[Dataset entries]
++++++++++

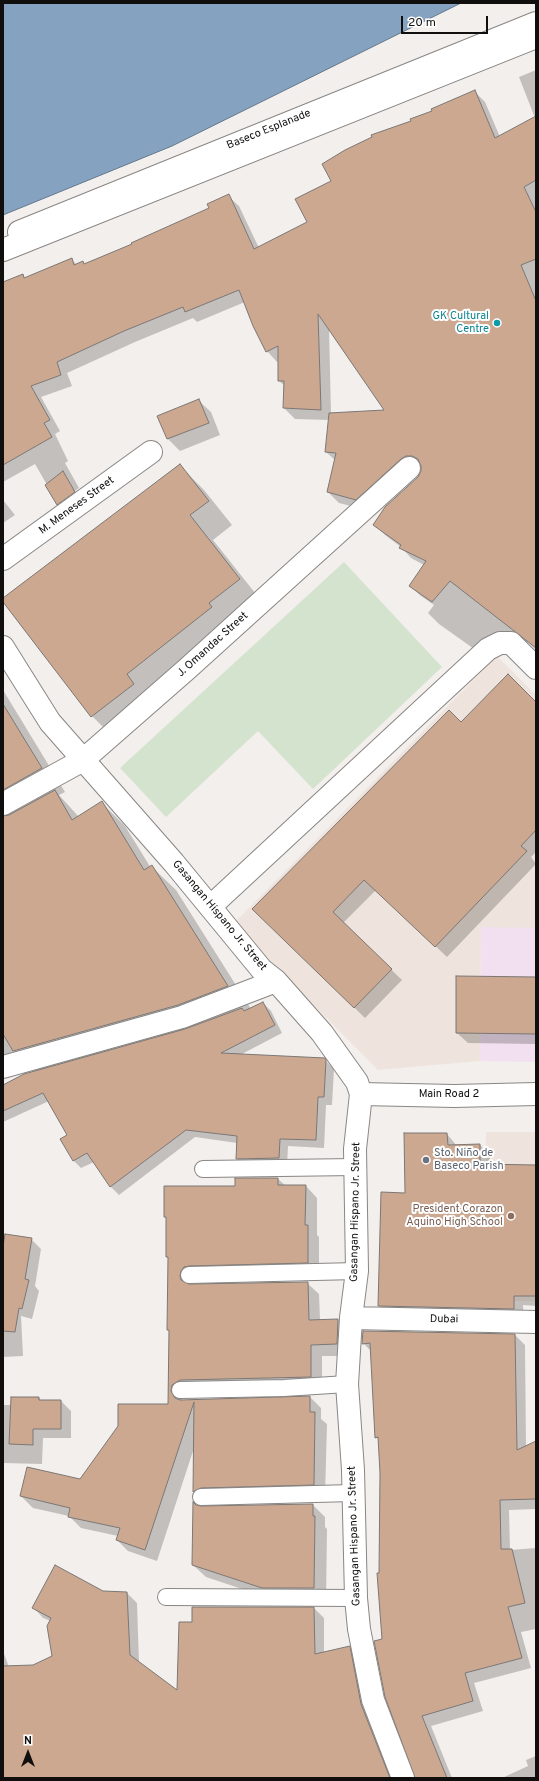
<!DOCTYPE html>
<html>
<head>
<meta charset="utf-8">
<style>
  body { margin:0 }
  #map { position:relative; width:539px; height:1781px; overflow:hidden; background:#f3efed; font-family:Overpass,sans-serif }
  canvas { display:block }
  .frame { position:absolute; inset:0; border:4px solid #100f0e; pointer-events:none }
  .north { position:absolute; left:8px; top:1733px; width:40px; height:40px; -webkit-text-stroke:3px #fff; paint-order:stroke; rotate:0deg; font-size:11px; font-weight:700; line-height:16px; text-align:center; color:#100f0e }
  .north::after { content:''; display:block; margin:auto; width:14px; height:18px; background:#100f0e; clip-path:polygon(50% 0,100% 100%,50% 72%,0 100%) }
  .scale { position:absolute; left:401px; top:16px; width:87px; height:18px; box-sizing:border-box; border:2px solid #100f0e; border-top:0; padding-left:5px; font-size:12px; line-height:14px; white-space:nowrap; color:#100f0e; -webkit-text-stroke:3px #fff; paint-order:stroke }
</style>
</head>
<body>
<div id="map">
<canvas width="539" height="1781"></canvas>
<div class="frame"></div>
<div class="north">N</div>
<div class="scale">20 m</div>
</div>
<script>
const g = document.querySelector('canvas').getContext('2d');
g.lineJoin = 'round';
function paint(path, color) { g.fillStyle = color; g.fill(path, 'evenodd'); }
const toPath = rows => new Path2D(rows.map(r => 'M' + r).join(''));
function trace(path, color, width, dash) { g.strokeStyle = color; g.lineWidth = width; g.lineCap = dash ? 'butt' : 'round'; g.setLineDash(dash || []); g.stroke(path); }
function label(font, color, halo, rows, align = 'center') {
  g.font = font + ' Overpass,sans-serif'; g.lineWidth = 4; g.setLineDash([]); g.textBaseline = 'middle'; g.strokeStyle = halo; g.fillStyle = color; for (const [text, x, y, turn = 0] of rows) {
    g.save(); g.translate(x, y); g.rotate((+turn || 0) * Math.PI / 180); g.textAlign = isNaN(turn) ? turn : align; if (halo) g.strokeText(text, 0, 0); g.fillText(text, 0, 0); g.restore();
  }
}
const built = toPath([
  [497,656,536,695,536,928,481,928,480,1061,378,1070,233,924],
  [486,1132,536,1132,536,1301,485,1301]
]);
const medical = toPath([
  [481,927,536,928,536,1062,480,1061]
]);
const green = toPath([
  [344,562,442,667,313,789,258,731,166,817,120,768]
]);
const water = toPath([
  [3,3,461,3,172,146,3,215,3,3]
]);
const shadow = toPath([
  [536,70,536,650,528,642,506,642,484,656,439,624,428,613,434,605,421,596,410,586,424,565,411,558,401,547,385,535,374,524,418,478,422,472,422,466,417,466,367,510,339,503,328,492,335,460,326,452,329,420,295,419,284,408,285,386,279,381,279,361,277,362,267,351,245,302,197,322,193,318,135,342,67,373,72,386,41,397,60,431,55,434,68,461,65,463,79,488,59,502,59,504,78,491,85,503,68,515,58,504,35,464,3,482,3,283,23,275,25,278,71,259,77,265,83,262,85,265,133,245,210,209,228,196,239,206,259,248,309,222,332,181,412,121,475,92,485,102,500,137,535,118,519,77],
  [329,327,386,411,331,414],
  [198,400,211,412,220,435,180,451,168,439,159,416],
  [180,466,204,490,232,525,213,540,263,603,116,740,92,716,3,599],
  [3,500,15,515,3,523],
  [3,690,65,792,59,795,79,817,102,803,125,826,151,868,152,867,176,890,251,1009,263,1003,271,1011,282,1033,240,1055,324,1059,334,1069,332,1105,326,1105,324,1148,288,1146,287,1166,245,1167,237,1159,237,1143,195,1137,119,1195,111,1187,94,1162,81,1168,73,1160,68,1136,49,1101,3,1122,3,1086,35,1072,22,1059,3,1069],
  [536,703,536,852,531,857,536,864,447,957,376,890,343,923,402,980,365,1018,254,909,461,723],
  [536,978,536,1044,468,1043,457,1033],
  [447,1134,457,1146,480,1145,490,1155,490,1165,536,1166,536,1306,523,1305,524,1319,389,1316,379,1306,406,1194],
  [236,1179,278,1179,286,1186,306,1186,317,1198,317,1235,319,1237,319,1274,192,1282,191,1285,307,1283,319,1294,320,1320,338,1320,350,1331,348,1356,322,1356,322,1388,183,1397,182,1400,310,1397,321,1408,321,1419,327,1424,325,1496,205,1503,194,1492,194,1448,157,1561,128,1551,117,1540,118,1536,81,1528,69,1516,33,1508,21,1496,80,1480,169,1405,169,1259,167,1257,167,1220,165,1217,236,1187],
  [3,1234,31,1239,41,1249,35,1286,39,1291,32,1319,21,1316,23,1356,3,1357],
  [515,1335,525,1345,526,1447,536,1442,536,1509,509,1510,510,1550,536,1548,536,1629,521,1632,531,1668,474,1683,483,1711,431,1726,452,1778,416,1778,383,1640,380,1574,381,1473,379,1440,376,1437,372,1352,363,1343],
  [39,1398,42,1401,61,1401,71,1411,71,1438,43,1438,42,1464,3,1463,3,1405,11,1405],
  [313,1505,325,1517,325,1527,327,1529,326,1600,275,1600,206,1577,193,1565,201,1508],
  [103,1592,127,1593,137,1603,139,1663,178,1691,193,1623,314,1608,324,1618,324,1653,349,1647,359,1657,395,1778,3,1778,3,1651,9,1667,33,1666,53,1656,51,1621,43,1618,34,1608],
  [536,1756,536,1778,502,1778,528,1766,526,1760]
]);
const building = toPath([
  [475,90,495,138,536,116,536,180,524,187,536,212,536,259,521,265,536,301,536,648,450,581,432,602,409,586,426,561,399,548,401,545,373,525,385,507,418,477,421,471,421,466,418,459,412,456,406,456,401,459,356,500,327,492,336,453,325,452,329,413,384,410,318,314,321,410,283,408,284,381,278,381,278,346,266,352,253,326,239,290,185,312,183,307,124,331,57,362,61,375,31,386,50,420,44,423,52,437,3,465,3,282,23,274,24,278,72,258,74,265,83,261,84,264,132,244,131,243,209,208,207,204,229,194,254,249,307,222,295,199,331,181,322,164,345,150,372,137,371,135,411,121,410,119,432,111,431,109,475,90],
  [199,399,209,423,167,439,157,416,199,399],
  [180,464,209,501,190,515,240,579,209,603,212,607,127,674,134,684,91,717,3,602,3,598,180,464],
  [63,471,75,492,57,505,45,485,63,471],
  [508,674,536,702,536,830,521,846,527,851,435,947,364,880,333,912,392,969,354,1008,252,909,449,710,461,722,508,674],
  [3,704,42,768,3,790,3,704],
  [55,790,72,820,102,801,144,870,152,865,228,986,178,1005,13,1051,3,1034,3,816,9,815,55,790],
  [456,976,536,977,536,1034,456,1033,456,976],
  [263,1002,275,1025,221,1053,325,1058,326,1060,324,1097,318,1097,316,1140,280,1139,279,1158,236,1159,237,1136,186,1130,110,1187,87,1153,73,1161,60,1139,67,1135,43,1093,3,1111,3,1085,24,1074,185,1029,242,1008,244,1011,263,1002],
  [404,1133,447,1133,448,1145,480,1144,480,1164,536,1165,536,1296,514,1296,514,1309,378,1306,381,1192,405,1193,404,1133],
  [235,1178,278,1178,278,1185,306,1185,305,1225,308,1225,308,1263,189,1266,184,1267,181,1271,180,1276,181,1280,189,1284,308,1282,309,1320,338,1319,337,1344,311,1345,311,1377,180,1380,172,1385,171,1391,175,1398,180,1400,310,1396,310,1412,315,1412,314,1485,201,1488,193,1492,194,1402,145,1550,116,1540,120,1528,68,1517,70,1508,20,1496,27,1467,80,1479,118,1426,118,1404,168,1404,169,1330,167,1330,168,1257,166,1257,166,1217,164,1217,164,1186,235,1186,235,1178],
  [5,1234,32,1238,25,1279,29,1280,22,1309,19,1308,15,1332,3,1331,3,1246,5,1234],
  [363,1331,515,1334,517,1450,536,1441,536,1499,500,1500,501,1549,512,1549,525,1603,508,1607,522,1658,465,1673,473,1701,422,1716,447,1778,415,1778,385,1697,374,1641,382,1639,377,1573,379,1573,380,1473,378,1437,375,1438,370,1343,362,1344,363,1331],
  [11,1397,39,1397,39,1400,61,1400,61,1429,33,1429,33,1445,9,1444,11,1397],
  [193,1502,196,1505,201,1506,313,1504,313,1516,315,1516,314,1588,262,1588,192,1565,193,1502],
  [55,1565,103,1591,127,1592,130,1655,177,1690,179,1622,192,1622,192,1607,314,1607,315,1654,350,1646,361,1704,390,1778,3,1778,3,1666,33,1665,52,1656,47,1626,51,1618,32,1608,55,1565]
]);
const service = toPath([
  [203,1169,356,1167],
  [189,1275,357,1271],
  [180,1390,284,1388,347,1384],
  [201,1497,353,1493],
  [166,1597,356,1598]
]);
const pedestrian = toPath([
  [19,232,536,23]
]);
const minor = toPath([
  [3,250,536,37],
  [3,559,151,452],
  [3,647,50,722,174,863,262,970,276,981,322,1033,357,1082,361,1094,355,1149,357,1271,351,1318,347,1384,353,1470,356,1598,359,1629,373,1700,403,1778],
  [3,804,83,760,187,669,409,468],
  [211,906,488,649,500,643,511,643,536,668],
  [3,1067,182,1017,276,981],
  [351,1318,536,1322]
]);
const tertiary = toPath([
  [361,1094,454,1096,536,1094]
]);
const markers = [
  [497,323,4,"#0f9aa8"],
  [426,1160,4,"#6b7280"],
  [511,1216,4,"#8d6e63"]
];
const streetNames = [
  ["Baseco Esplanade",269,130,-22],
  ["M. Meneses Street",77,506,-36],
  ["J. Omandac Street",213,645,-42],
  ["Gasangan Hispano Jr. Street",219,916,50],
  ["Main Road 2",449,1095],
  ["Gasangan Hispano Jr. Street",356,1212,-89],
  ["Dubai",444,1320,1],
  ["Gasangan Hispano Jr. Street",355,1536,-92]
];
const cultureNames = [
  ["GK Cultural",489,317],
  ["Centre",489,330]
];
const worshipNames = [
  ["Sto. Niño de",434,1154],
  ["Baseco Parish",434,1167]
];
const educationNames = [
  ["President Corazon",503,1210],
  ["Aquino High School",503,1223]
];
paint(built, '#efe4dd');
paint(medical, '#f2dff0');
paint(green, '#d4e3cd');
paint(water, '#85a3c0');
trace(water, '#62778b', 1);
paint(shadow, '#0003');
paint(building, '#cda890');
trace(building, '#7a7775', 1);
trace(service, '#898684', 18);
trace(pedestrian, '#898684', 24);
trace(minor, '#898684', 24);
trace(tertiary, '#898684', 24);
trace(service, '#fff', 16);
trace(pedestrian, '#fff', 22);
trace(minor, '#fff', 22);
trace(tertiary, '#fff', 22);
for (const [x, y, r, color] of markers) { const dot = new Path2D(); dot.arc(x, y, r, 0, 2 * Math.PI); g.fillStyle = color; g.fill(dot); trace(dot, '#fff', 1.5); }
label('11px', '#100f0e', '#fff', streetNames);
label('11px', '#0d838f', '#fff', cultureNames, 'right');
label('11px', '#5b616d', '#fff', worshipNames, 'left');
label('11px', '#785e54', '#fff', educationNames, 'right');
</script>
</body>
</html>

++++++++++

*Task description*.
Pick out every line above that holds the word "tertiary" and copy it.

*Solution to this task*.
const tertiary = toPath([
trace(tertiary, '#898684', 24);
trace(tertiary, '#fff', 22);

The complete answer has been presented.